La ricetta dovrebbe prevedere l’uso esclusivo di malto Pale con un piccola aggiunta di malti tostati scuri per dare colore, quindi non ci si deve attendere note spinte di tostature, cioccolato, caffè, quanto una morbidezza maltata con note caramellate e un accenno di crosta di pane e frutta secca. Vale la pena dirlo subito: nonostante sia una birra pensata per una vita piuttosto lunga, coadiuvata da una gradazione importante di 9%, questo esemplare del 2008 ha doppiato la boa del suo apogeo. L’ossidazione è ineludibile, ma non spinta al punto tale da reprimere la nobiltà che questa birra ha ancora da raccontare.

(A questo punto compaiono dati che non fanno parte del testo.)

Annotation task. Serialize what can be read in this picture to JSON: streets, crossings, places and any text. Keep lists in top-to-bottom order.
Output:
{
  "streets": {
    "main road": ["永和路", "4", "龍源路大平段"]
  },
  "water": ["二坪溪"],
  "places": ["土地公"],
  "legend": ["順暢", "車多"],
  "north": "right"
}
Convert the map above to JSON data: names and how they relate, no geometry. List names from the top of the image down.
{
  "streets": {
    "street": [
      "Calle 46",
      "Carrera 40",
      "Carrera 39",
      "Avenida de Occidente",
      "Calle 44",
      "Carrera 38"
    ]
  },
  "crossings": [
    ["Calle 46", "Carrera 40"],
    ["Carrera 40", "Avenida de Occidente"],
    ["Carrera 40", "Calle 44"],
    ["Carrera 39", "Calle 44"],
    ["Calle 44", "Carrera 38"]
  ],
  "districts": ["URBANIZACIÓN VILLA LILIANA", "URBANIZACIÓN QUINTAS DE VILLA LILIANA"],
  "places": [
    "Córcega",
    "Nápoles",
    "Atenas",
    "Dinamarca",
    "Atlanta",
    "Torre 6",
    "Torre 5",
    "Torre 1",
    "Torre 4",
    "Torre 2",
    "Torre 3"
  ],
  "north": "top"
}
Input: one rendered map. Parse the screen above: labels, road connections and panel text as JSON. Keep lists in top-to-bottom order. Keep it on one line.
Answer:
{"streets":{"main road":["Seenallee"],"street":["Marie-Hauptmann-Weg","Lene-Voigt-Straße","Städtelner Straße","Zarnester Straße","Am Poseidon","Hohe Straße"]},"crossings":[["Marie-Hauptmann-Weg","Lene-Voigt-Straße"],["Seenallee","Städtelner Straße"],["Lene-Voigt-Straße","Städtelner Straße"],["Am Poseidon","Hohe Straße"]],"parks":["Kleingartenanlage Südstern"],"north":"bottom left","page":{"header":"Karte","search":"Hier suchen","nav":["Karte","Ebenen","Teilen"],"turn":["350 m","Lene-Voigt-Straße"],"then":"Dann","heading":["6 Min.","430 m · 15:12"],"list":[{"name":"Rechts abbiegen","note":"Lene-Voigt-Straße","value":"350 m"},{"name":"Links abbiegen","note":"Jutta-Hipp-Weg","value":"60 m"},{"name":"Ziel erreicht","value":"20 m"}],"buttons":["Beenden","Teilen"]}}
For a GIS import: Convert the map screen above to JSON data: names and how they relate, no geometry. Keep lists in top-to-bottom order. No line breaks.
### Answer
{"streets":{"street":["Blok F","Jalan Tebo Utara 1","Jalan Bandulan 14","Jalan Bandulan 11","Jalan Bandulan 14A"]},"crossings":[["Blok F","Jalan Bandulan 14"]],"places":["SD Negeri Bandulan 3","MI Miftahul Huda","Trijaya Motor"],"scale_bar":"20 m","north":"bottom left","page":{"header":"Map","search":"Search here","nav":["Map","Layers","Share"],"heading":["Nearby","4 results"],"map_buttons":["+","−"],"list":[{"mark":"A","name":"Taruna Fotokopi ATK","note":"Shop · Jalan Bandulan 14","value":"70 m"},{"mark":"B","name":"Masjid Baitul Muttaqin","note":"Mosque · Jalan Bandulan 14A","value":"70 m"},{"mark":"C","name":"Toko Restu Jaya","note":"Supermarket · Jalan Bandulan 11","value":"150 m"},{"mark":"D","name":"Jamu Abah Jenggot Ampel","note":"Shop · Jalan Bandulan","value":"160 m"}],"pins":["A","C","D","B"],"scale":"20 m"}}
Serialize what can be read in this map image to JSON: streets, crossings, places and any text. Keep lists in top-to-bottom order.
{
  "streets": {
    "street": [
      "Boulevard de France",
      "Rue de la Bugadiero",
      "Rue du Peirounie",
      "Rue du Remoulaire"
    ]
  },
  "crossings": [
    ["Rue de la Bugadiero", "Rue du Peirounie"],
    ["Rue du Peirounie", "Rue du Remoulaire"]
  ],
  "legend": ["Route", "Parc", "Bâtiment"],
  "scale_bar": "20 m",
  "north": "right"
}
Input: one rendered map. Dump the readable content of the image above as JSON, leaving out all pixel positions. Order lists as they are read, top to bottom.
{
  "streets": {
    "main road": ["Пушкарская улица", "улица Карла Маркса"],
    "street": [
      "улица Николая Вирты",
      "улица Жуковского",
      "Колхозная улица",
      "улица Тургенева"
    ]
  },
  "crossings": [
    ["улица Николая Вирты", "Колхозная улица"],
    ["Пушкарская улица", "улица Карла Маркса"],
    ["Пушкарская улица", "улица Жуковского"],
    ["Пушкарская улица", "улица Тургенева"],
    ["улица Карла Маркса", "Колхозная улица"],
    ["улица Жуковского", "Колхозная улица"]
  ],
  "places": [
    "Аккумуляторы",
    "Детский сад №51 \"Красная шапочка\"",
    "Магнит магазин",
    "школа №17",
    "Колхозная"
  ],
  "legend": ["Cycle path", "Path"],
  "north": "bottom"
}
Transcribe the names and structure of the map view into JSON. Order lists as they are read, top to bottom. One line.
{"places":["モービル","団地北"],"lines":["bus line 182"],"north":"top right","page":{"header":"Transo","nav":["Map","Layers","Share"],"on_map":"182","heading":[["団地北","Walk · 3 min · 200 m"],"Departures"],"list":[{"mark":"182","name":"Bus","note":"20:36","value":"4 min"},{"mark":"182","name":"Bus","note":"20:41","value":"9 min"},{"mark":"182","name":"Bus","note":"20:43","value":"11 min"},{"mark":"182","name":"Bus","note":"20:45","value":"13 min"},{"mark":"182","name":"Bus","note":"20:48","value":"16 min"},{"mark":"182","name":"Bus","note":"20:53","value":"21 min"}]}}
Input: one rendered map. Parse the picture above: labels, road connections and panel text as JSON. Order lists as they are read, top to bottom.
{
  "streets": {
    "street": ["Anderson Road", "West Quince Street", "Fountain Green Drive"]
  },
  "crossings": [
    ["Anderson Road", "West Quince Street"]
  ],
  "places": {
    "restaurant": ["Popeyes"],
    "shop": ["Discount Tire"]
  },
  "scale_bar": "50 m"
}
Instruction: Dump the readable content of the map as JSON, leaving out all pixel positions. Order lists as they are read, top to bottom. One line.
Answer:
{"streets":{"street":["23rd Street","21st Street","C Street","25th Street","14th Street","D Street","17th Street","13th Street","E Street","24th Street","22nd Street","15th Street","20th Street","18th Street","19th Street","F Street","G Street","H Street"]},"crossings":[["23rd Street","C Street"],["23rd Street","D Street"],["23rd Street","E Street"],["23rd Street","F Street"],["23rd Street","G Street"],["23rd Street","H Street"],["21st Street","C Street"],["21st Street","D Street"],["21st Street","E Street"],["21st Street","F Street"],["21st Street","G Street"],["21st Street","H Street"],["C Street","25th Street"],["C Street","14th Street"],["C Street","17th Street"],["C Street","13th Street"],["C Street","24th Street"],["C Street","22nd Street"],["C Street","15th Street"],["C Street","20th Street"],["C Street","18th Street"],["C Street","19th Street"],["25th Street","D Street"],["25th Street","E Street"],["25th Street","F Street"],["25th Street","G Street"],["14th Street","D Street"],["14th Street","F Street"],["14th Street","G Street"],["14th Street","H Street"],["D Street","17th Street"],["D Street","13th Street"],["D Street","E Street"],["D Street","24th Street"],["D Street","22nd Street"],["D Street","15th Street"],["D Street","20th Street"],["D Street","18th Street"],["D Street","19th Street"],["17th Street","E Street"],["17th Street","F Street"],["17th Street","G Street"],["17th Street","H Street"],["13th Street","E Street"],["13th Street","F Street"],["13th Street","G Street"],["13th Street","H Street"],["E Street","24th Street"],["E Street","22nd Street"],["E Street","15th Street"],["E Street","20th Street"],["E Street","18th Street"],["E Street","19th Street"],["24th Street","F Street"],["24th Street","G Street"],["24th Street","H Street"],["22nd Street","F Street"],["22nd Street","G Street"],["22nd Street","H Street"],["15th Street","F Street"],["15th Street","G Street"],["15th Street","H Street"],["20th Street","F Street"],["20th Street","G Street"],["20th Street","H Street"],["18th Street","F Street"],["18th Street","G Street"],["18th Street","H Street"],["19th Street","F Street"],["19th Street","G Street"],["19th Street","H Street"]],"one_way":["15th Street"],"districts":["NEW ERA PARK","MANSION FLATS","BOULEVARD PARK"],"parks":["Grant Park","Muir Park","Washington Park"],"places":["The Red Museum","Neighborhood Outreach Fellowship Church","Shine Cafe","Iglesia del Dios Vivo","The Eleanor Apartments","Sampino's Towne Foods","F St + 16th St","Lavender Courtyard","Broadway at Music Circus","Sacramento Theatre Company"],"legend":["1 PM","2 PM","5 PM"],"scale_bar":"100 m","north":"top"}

Il colore è un bel mogano e la schiuma adeguata allo stile, cioè non particolarmente abbondante. Fra le canuzie del tempo, fra l’ovvio maltato tondo di miele di castagno, caramello e appena tostato di crosta di pane, si fanno largo la polvere di cacao, il fico, la torta di mele, la cola, quindi sentori che virano nel perimetro dello Sherry, con prugna e uvetta, sotto spirito, fiori caldi. Nonostante il tenore alcolico ogni sentore etilico è addomesticato dalla grazia e dal tempo, mentre il luppolo non trova alcuno spazio nel ventaglio olfattivo. In bocca sono tutte dolcezze, certo la ruga del tempo solca la fronte trattenendo lo slancio, ma non si inciampa in stucchevolezze mentre l’amaro che sbuca in fondo alla persistenza è la cerniera che tiene in equilibrio tanta struttura maltata. Non manca una certa freschezza, ma non è propriamente quella sensibile acidità lattica che mi ricordavo in questa birra, non solo dal passato ma in questa stessa annata: mi si aprono interrogativi sulla memoria, sulla fallacia, sulla casualità dell’evoluzione in vetro, dubbi che non trovano risposta.

Non trova risposta nemmeno il mio interrogativo ricorrente circa il motivo per cui in mezzo a tante idiozie birrarie che assediano scaffali e frigoriferi italiani nessuno riesca a trovare uno spazio per bottiglie fuori dal coro come queste, che hanno qualcosa di diverso, di bello, di intelligente da raccontare.